Data extract:
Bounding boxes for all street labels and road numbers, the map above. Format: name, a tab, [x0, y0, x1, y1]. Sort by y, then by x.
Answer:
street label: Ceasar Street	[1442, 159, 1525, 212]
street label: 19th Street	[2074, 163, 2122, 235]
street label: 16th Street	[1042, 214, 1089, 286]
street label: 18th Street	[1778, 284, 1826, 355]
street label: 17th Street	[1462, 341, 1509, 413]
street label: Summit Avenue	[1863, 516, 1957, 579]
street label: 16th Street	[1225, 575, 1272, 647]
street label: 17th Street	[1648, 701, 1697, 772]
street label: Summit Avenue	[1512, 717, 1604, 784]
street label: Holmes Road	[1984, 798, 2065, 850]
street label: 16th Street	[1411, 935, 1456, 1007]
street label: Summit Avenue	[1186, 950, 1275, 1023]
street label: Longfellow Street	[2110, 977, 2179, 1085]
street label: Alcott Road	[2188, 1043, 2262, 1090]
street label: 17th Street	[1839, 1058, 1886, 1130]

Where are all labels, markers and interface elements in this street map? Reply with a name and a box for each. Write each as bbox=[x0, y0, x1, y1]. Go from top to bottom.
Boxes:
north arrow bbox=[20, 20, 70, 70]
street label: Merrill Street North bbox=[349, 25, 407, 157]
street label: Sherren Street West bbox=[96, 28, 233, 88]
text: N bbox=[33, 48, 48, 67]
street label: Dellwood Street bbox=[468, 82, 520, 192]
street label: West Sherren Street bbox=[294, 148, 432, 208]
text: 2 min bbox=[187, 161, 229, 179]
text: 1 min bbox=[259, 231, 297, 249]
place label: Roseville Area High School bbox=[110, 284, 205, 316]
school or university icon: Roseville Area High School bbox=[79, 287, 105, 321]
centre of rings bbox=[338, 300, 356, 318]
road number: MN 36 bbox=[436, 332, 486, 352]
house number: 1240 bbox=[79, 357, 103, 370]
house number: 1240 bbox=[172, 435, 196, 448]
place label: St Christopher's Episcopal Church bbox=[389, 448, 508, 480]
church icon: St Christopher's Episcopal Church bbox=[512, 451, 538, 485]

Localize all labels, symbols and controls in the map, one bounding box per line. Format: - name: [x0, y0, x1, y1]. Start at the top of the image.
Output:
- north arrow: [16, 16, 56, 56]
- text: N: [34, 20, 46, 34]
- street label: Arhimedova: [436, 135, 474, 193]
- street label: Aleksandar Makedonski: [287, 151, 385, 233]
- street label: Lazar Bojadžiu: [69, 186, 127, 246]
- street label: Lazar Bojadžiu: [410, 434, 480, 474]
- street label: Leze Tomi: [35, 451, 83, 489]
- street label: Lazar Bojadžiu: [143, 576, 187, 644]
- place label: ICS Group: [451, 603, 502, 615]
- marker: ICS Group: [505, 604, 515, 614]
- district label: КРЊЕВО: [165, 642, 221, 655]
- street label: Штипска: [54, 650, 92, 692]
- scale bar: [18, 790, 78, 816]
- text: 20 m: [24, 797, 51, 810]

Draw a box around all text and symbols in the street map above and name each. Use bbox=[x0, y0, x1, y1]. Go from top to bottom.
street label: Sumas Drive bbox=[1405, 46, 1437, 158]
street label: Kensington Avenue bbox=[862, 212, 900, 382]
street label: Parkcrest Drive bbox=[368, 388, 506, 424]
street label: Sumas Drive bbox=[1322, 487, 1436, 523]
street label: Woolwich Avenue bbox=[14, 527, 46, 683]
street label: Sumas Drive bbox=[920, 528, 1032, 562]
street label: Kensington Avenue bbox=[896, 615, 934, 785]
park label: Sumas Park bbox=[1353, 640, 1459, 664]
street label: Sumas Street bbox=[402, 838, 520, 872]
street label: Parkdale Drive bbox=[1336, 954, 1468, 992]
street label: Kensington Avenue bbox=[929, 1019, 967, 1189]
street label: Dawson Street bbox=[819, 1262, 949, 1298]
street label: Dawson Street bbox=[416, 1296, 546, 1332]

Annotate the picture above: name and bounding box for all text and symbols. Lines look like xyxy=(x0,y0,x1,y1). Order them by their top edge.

Problem to work on:
Send back, unchanged, every line of the records from the one with "Localize all labels, symbols" through the last.

Completed exercise:
Localize all labels, symbols and controls in the map, one bounding box per line. Format: - name: [x0, y0, x1, y1]. Start at the top of the image.
Output:
- north arrow: [16, 16, 56, 56]
- text: N: [34, 20, 46, 34]
- street label: Arhimedova: [436, 135, 474, 193]
- street label: Aleksandar Makedonski: [287, 151, 385, 233]
- street label: Lazar Bojadžiu: [69, 186, 127, 246]
- street label: Lazar Bojadžiu: [410, 434, 480, 474]
- street label: Leze Tomi: [35, 451, 83, 489]
- street label: Lazar Bojadžiu: [143, 576, 187, 644]
- place label: ICS Group: [451, 603, 502, 615]
- marker: ICS Group: [505, 604, 515, 614]
- district label: КРЊЕВО: [165, 642, 221, 655]
- street label: Штипска: [54, 650, 92, 692]
- scale bar: [18, 790, 78, 816]
- text: 20 m: [24, 797, 51, 810]

Draw a box around all text and symbols in the street map above and name each. Use bbox=[x0, y0, x1, y1]. Go from top to bottom.
street label: Sumas Drive bbox=[1405, 46, 1437, 158]
street label: Kensington Avenue bbox=[862, 212, 900, 382]
street label: Parkcrest Drive bbox=[368, 388, 506, 424]
street label: Sumas Drive bbox=[1322, 487, 1436, 523]
street label: Woolwich Avenue bbox=[14, 527, 46, 683]
street label: Sumas Drive bbox=[920, 528, 1032, 562]
street label: Kensington Avenue bbox=[896, 615, 934, 785]
park label: Sumas Park bbox=[1353, 640, 1459, 664]
street label: Sumas Street bbox=[402, 838, 520, 872]
street label: Parkdale Drive bbox=[1336, 954, 1468, 992]
street label: Kensington Avenue bbox=[929, 1019, 967, 1189]
street label: Dawson Street bbox=[819, 1262, 949, 1298]
street label: Dawson Street bbox=[416, 1296, 546, 1332]

Annotate the picture above: name and bounding box for all text and symbols. Lines look like xyxy=(x0,y0,x1,y1). Order them by their top edge.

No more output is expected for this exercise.